▸ Goal of the exercise
Using the data below, work out how many lines contain the word "Output", then state that number without comment.

▸ Material for the task
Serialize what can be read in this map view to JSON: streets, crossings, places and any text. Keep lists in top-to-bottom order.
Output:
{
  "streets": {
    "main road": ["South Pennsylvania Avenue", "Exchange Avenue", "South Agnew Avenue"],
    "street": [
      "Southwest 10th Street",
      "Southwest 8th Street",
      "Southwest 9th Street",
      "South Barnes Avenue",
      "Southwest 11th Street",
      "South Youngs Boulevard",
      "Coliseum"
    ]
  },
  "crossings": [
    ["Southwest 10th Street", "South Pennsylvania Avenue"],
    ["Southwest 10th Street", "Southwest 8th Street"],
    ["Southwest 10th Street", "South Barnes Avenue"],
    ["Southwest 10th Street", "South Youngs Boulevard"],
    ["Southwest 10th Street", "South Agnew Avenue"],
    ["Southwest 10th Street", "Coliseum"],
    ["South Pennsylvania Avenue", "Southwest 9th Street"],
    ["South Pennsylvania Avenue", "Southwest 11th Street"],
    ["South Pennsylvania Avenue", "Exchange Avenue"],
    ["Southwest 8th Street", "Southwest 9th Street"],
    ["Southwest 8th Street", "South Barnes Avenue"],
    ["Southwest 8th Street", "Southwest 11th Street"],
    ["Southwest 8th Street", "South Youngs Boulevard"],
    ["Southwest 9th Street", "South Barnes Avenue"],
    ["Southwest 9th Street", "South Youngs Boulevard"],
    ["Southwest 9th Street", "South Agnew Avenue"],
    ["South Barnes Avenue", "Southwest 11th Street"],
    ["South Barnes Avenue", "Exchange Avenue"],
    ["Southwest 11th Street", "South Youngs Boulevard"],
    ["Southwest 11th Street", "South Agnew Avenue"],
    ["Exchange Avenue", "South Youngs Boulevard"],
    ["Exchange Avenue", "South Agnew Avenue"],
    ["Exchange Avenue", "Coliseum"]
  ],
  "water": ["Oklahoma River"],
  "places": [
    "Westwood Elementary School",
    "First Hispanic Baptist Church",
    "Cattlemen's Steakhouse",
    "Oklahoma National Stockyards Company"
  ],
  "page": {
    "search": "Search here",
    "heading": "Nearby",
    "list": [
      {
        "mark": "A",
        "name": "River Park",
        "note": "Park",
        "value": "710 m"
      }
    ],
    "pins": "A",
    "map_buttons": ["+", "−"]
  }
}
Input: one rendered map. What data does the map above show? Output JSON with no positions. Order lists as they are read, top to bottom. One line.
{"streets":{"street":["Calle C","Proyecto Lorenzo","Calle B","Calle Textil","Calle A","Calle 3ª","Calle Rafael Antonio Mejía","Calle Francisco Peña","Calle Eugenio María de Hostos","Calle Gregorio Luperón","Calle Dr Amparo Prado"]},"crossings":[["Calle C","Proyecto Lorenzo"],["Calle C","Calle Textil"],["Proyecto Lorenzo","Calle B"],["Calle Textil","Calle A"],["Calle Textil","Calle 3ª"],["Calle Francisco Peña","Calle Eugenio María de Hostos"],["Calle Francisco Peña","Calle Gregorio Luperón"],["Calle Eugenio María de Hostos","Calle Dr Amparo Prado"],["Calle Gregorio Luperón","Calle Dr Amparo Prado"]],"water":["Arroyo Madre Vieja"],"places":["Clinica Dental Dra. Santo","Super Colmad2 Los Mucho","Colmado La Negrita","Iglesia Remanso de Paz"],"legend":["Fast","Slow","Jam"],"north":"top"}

▸ Expected answer
2